September 8th, 2025 by Kurt L. Smith

Sideways market movements can often seem perplexing. Just when you think interest rates should move one way, they meander the other; seemingly for months on end.

Welcome to the summer of 2025. Four months of longer-term U.S. Treasury yields ending little changed. The volatility of April saw interest rates plunge, then jump to even higher rates in May. Here we are at the end of unofficial summer after Labor Day with interest rates working their way back down to…normal?

This is how the bond markets act like a market. Several steps forward, one back. We have been here before: from the interest rate highs of October 2023 to a low in September 2024 I wrote often about the frustrations of a market in a correction.

The part of the bond market I care most about is the longer bonds. On this day before the monthly employment numbers are released (yes, by the Bureau of Labor Statistics), the thirty-year bellwether treasury trades at 4.88% (all prices and yields per Bloomberg). This yield is 94% of the 5.18% high back on October 23, 2023, and is much higher than 3.89% correction low on September 17, 2024. The trend for long term interest rates remains higher as I have said since March 2020 and the long end of the market is the place to see that most clearly.

Short-term interest rates, indicated by the six-month treasury bill, show a different picture. Today’s 3.96% yield sits on top of the spike low of 3.92% on April 7, 2025, during the height of April’s volatility and is down substantially from the 5.59% high of August 29, 2023. This summer’s plunge of yield on the six-month treasury bill puts the odds of a Federal Reserve rate cut of 25 basis points on September 17th at 95%, again per Bloomberg.
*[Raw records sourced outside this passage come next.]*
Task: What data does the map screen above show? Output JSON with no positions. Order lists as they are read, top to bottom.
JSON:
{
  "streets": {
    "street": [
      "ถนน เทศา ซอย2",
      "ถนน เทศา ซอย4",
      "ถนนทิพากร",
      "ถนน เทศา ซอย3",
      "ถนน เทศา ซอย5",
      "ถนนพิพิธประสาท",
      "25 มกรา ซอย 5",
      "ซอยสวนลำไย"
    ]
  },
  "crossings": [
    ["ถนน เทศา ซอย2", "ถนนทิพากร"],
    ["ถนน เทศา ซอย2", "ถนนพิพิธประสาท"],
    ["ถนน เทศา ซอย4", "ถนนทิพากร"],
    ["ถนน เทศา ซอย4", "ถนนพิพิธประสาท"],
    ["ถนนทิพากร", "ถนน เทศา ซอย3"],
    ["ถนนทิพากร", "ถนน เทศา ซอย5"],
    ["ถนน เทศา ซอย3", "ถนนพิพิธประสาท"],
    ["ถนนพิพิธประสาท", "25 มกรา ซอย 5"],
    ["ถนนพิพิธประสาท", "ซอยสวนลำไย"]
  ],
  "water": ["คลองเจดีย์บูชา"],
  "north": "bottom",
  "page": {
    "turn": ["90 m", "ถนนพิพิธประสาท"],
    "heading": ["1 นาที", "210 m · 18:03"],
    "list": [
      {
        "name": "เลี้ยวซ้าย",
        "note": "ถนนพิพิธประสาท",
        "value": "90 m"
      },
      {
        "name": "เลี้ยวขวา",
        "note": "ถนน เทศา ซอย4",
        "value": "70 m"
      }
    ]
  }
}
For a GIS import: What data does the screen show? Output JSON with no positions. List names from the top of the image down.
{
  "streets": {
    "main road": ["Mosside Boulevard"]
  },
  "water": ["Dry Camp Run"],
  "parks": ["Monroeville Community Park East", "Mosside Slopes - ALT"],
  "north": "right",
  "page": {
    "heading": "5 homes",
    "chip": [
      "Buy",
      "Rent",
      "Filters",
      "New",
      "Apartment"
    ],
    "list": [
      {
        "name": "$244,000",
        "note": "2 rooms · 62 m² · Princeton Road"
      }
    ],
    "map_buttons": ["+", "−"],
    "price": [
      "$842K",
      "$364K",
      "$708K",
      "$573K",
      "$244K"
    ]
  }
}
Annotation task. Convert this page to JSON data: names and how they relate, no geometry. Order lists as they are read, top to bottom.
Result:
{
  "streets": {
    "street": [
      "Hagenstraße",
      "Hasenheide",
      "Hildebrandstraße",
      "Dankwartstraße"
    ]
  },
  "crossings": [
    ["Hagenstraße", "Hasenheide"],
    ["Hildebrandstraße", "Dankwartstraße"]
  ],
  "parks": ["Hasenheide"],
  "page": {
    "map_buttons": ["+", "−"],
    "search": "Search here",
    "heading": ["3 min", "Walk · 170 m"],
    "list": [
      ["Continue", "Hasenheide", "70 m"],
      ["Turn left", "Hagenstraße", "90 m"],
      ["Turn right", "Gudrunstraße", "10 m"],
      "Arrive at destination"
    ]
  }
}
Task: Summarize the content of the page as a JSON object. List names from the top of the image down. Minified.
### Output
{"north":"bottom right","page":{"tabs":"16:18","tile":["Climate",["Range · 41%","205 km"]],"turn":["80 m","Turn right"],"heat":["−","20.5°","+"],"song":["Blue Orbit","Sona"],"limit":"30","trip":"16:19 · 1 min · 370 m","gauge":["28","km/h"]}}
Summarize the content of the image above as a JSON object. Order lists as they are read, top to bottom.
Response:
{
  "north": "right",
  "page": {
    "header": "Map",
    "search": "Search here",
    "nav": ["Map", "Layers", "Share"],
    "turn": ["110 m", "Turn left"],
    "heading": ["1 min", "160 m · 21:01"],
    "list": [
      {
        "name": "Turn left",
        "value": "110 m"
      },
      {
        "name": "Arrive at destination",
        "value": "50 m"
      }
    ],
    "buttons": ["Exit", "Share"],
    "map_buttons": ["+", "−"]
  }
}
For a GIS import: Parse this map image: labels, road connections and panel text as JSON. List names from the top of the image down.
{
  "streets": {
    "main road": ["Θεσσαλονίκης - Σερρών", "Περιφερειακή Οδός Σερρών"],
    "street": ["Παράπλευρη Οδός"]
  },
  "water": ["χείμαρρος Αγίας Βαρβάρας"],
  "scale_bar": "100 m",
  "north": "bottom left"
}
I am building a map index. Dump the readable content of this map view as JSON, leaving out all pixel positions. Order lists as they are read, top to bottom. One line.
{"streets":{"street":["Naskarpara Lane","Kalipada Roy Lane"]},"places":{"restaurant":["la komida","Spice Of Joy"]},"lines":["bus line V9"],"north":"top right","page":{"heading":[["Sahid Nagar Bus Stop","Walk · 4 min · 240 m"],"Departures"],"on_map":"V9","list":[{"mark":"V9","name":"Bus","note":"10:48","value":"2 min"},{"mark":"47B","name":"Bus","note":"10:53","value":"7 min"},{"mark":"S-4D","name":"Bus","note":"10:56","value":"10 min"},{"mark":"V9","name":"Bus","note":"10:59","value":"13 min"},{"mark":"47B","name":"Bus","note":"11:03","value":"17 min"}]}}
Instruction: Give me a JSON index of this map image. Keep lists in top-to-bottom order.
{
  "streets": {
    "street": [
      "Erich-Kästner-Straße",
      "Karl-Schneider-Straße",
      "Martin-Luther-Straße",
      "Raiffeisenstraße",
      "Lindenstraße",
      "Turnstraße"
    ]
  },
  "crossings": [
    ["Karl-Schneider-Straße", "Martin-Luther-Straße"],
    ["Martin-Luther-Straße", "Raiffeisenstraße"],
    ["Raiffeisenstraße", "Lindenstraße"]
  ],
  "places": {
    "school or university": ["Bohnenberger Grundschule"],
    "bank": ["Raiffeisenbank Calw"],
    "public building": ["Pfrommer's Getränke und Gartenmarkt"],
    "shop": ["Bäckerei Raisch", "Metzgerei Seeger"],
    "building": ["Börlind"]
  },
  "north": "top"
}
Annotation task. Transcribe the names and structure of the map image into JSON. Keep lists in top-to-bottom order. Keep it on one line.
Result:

The Federal Reserve is a follower in my book, a follower of the six-month bill. Usually, employment data confirms the recent direction of interest rates so it would not surprise me if short term yields continued lower and the Federal Reserve comes through on September 17th with this first rate cut since December 18, 2024.

Unfortunately, it is those with cash in money market funds and other short-term instruments like treasury bills that have seen the effects of lower yields. These are generally not the moves you want to see as a holder of cash: a diminishing of your income.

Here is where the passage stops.